We feel our calling so deeply that we can’t imagine setting it aside. And yet we are not experiencing fulfillment--rather we are getting worn down and frustrated. Something has to give.
A big reason so many of us with a calling to make the world a better place are feeling unfulfilled and out of alignment is that we have been powering our calling with energy rooted in fear. The answer is to add joy into the mix, to switch the power source we are using. This site is about that journey from powering your calling with fear to powering it with joy.
This is the journey of joyful impact.
Welcome!
About Alex
Let me tell you a bit about who I am, and why I'm so passionate about helping change agents make the most of their potential. My own journey as someone with a calling to make the world a better place brings together three distinct worlds.
- The world of personal development (over the past four years in my own growth journey I have read over 200 books and completed more than 20 trainings)
- The world of entrepreneurial social change (I have played founding roles in two social enterprises, one a non profit advocacy organization and one a for-profit philanthropic advising practice; I serve on governing and advisory boards for another half dozen social ventures and I am a member of the Entrepreneurs Organization)
- The world of philanthropy (nine years ago I founded Building Impact, a philanthropic advising practice, and since then our firm has helped clients give away over half a billion dollars to help create change on pressing social challenges from protecting democracy to education and social enterprise).
I have also played leadership roles in the public sector, from Director of Operations at a Housing Authority to school board member. And at the center of it all, I am a husband of 15 years and a father of three boys under the age of 10.
I share all this because I also want you to know that for most of the time I was doing all this I was not feeling a sense of joy in my work, nor did I feel like I was really hitting my full potential for impact serving my calling.
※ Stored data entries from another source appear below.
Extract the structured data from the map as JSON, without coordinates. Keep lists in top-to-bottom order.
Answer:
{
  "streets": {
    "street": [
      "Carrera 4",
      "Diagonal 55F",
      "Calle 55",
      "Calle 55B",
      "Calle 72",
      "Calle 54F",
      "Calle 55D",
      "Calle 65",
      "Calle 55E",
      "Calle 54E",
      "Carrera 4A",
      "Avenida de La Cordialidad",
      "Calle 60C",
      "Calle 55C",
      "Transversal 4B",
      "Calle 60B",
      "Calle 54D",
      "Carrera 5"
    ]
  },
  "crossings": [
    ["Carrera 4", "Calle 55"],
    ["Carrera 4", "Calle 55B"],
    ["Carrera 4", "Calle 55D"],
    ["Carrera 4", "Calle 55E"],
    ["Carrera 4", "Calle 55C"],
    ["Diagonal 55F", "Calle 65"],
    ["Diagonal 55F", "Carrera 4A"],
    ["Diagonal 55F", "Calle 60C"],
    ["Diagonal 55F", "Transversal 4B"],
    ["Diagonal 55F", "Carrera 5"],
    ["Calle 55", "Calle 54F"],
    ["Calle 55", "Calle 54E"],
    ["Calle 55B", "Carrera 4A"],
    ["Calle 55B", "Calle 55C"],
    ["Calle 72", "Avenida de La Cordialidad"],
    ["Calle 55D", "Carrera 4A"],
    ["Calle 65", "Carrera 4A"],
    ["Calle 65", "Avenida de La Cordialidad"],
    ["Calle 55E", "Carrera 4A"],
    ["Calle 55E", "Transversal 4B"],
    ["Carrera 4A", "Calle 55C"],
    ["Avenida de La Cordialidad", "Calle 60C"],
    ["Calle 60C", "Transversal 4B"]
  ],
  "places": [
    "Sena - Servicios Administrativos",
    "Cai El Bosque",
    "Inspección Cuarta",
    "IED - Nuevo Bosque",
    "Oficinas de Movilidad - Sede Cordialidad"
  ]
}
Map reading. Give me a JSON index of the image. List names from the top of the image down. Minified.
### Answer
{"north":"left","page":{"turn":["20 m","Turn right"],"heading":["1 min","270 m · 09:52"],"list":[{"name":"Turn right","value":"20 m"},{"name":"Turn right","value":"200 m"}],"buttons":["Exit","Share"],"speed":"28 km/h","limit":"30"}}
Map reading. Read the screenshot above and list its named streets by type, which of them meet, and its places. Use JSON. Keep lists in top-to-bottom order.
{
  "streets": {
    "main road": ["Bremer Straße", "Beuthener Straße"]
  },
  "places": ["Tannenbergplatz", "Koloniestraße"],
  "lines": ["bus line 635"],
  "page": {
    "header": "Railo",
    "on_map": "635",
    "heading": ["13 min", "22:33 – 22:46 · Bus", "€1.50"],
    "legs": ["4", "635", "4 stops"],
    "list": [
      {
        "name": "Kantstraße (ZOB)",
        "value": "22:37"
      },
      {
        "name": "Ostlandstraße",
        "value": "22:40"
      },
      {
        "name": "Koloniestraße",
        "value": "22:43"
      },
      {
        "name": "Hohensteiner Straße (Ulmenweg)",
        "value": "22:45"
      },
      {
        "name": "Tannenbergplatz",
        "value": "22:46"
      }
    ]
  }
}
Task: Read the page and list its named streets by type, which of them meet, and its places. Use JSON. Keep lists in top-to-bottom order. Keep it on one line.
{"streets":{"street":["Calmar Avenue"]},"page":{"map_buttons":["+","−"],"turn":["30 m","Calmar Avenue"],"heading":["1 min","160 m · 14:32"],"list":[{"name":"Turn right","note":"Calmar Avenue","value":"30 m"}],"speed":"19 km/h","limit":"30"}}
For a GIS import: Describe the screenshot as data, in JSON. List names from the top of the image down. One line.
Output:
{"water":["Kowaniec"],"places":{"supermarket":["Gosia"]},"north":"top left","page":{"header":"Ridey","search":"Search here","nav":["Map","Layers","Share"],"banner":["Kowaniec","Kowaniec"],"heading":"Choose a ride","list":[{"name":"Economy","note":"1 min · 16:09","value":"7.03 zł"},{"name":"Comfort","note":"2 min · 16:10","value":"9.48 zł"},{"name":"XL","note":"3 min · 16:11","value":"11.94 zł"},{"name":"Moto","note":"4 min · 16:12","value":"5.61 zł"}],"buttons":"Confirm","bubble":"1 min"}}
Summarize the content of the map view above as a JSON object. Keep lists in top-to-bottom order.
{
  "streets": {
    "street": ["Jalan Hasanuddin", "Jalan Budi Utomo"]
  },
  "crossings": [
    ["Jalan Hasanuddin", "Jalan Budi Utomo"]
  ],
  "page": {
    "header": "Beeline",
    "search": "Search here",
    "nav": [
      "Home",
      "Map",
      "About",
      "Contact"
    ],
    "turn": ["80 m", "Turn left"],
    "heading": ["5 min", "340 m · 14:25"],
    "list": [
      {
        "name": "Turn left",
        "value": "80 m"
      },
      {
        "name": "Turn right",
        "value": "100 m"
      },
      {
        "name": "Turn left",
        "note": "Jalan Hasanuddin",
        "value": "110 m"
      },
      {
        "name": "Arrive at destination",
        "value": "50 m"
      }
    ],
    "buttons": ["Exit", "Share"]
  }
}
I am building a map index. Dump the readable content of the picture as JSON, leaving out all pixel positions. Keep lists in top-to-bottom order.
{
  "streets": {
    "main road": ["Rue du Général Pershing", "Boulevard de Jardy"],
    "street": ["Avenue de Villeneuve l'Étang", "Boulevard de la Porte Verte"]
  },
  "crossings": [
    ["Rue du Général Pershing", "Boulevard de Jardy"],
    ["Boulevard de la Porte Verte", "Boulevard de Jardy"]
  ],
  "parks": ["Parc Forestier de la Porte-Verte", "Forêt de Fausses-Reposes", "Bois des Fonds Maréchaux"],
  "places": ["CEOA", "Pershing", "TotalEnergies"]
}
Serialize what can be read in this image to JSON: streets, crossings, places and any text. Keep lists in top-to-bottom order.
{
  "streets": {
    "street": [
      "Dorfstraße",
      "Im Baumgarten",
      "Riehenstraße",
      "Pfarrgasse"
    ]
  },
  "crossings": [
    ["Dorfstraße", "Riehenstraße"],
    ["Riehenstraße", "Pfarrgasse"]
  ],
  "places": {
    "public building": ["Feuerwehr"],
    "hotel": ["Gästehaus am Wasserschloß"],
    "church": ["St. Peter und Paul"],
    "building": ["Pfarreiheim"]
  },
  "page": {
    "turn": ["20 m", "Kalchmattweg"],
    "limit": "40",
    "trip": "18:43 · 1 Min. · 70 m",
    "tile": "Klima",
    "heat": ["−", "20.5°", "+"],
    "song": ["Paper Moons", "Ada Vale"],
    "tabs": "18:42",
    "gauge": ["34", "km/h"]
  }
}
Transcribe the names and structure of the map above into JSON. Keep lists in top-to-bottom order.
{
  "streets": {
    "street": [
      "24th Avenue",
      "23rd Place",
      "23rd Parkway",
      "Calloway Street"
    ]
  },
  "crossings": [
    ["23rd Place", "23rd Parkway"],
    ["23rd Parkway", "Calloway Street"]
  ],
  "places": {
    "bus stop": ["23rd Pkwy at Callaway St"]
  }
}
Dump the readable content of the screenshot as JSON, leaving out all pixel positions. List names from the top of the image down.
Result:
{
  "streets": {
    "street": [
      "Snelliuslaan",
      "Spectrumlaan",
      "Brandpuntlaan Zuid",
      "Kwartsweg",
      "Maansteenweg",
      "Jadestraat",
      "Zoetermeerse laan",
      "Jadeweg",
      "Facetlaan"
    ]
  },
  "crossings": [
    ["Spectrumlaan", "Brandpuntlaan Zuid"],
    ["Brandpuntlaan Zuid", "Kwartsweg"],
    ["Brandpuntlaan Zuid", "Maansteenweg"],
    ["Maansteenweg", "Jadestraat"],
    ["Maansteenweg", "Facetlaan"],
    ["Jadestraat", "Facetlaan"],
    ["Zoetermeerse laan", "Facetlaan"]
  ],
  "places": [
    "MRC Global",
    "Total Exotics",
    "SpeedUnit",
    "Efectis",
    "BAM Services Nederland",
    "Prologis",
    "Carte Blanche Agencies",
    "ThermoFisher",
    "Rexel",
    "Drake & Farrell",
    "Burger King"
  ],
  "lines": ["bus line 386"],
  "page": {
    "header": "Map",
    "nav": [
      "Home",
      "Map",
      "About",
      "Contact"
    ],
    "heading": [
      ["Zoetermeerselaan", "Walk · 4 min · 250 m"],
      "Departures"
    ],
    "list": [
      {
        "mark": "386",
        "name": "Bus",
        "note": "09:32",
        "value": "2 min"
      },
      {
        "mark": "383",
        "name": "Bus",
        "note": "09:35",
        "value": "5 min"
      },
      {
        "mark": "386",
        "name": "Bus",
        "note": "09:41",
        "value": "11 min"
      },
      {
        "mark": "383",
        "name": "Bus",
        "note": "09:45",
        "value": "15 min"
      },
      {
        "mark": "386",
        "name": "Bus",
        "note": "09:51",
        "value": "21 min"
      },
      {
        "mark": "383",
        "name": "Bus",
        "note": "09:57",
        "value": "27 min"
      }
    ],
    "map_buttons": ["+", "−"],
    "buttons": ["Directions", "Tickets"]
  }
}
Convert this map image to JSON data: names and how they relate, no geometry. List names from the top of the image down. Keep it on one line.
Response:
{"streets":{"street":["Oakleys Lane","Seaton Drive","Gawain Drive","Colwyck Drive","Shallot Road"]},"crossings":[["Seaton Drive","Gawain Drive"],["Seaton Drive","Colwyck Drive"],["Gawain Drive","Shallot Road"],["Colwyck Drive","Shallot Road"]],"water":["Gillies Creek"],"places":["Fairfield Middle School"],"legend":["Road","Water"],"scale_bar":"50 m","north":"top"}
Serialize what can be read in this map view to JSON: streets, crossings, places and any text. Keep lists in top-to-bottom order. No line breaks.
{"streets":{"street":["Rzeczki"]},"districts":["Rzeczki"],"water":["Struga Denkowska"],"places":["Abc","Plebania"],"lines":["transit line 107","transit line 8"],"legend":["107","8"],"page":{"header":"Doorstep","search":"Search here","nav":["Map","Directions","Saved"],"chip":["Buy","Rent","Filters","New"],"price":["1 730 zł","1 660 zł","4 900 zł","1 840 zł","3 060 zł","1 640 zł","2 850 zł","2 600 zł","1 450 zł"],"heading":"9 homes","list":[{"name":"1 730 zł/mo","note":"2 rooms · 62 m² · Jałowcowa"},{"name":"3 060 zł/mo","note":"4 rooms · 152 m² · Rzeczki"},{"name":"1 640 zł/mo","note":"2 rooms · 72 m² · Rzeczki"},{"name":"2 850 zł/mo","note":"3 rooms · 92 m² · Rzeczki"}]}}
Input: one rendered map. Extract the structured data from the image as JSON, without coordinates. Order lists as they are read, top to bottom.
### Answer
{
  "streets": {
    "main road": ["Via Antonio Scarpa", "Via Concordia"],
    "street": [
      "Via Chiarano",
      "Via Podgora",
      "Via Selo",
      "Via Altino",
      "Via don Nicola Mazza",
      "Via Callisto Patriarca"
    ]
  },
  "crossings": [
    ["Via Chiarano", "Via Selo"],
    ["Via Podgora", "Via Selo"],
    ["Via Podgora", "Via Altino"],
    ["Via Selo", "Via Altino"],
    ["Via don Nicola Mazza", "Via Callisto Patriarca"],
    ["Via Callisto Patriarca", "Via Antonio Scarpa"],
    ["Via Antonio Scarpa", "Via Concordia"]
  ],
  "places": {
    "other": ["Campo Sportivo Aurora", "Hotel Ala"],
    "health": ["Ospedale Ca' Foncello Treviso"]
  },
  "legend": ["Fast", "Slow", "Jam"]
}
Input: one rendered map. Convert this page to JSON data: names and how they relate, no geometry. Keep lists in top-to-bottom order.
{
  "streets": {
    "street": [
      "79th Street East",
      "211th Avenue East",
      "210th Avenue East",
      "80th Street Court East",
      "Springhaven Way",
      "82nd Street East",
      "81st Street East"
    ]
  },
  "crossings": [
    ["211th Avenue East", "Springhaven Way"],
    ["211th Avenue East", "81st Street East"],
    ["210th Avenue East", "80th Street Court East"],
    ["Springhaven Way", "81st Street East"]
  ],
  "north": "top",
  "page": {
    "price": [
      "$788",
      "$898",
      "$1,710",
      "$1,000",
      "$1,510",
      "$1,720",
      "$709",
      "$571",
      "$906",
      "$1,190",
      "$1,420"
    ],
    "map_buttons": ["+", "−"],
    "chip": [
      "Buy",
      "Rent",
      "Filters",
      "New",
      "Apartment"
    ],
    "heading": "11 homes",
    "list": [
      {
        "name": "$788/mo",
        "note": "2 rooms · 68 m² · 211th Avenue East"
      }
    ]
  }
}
I feel moved to share what I’ve learned during the past four years of intense exploration and self-development because of how stuck I felt in the twenty years prior, before I began synthesizing these three fields into a system of “joyful impact” that I have since used to guide my own life and to help the philanthropists and social entrepreneurs that I coach and advise.
So here's a bit more backstory. 9 years ago, when I started Impact for Education—which is now called Building Impact, I had a general sense of the mission I was on, but the details weren’t yet fully in focus. It took a couple years, and teaming up with my amazing partners beginning with Danielle Allen and then Mike Wang, to really figure out what our mission was going to be. And once that mission and vision was clear, that we were all about working with forward thinking philanthropists and change agents and helping them maximize their potential to help solve some of our world’s toughest challenges I was inspired and excited—I could spend lots of time with the vision and get myself excited about it. But here’s what happened—I still went for years without really taking clear, decisive action to go after that vision full bore. And that whole time I felt a constant low-level sense of anxiety and lack of satisfaction. It didn’t matter that in outward terms other people would have said I was doing just fine—I knew that I wasn’t in full alignment with my best self and my biggest vision for making a difference in the world. The insidious thing was, it was kind of a vague feeling, and I was really good at hiding from it, distracting myself, staying busy. That made it easy to just keep on keeping on, all the while not really making anything like the progress I wanted to and knew that I could on that vision.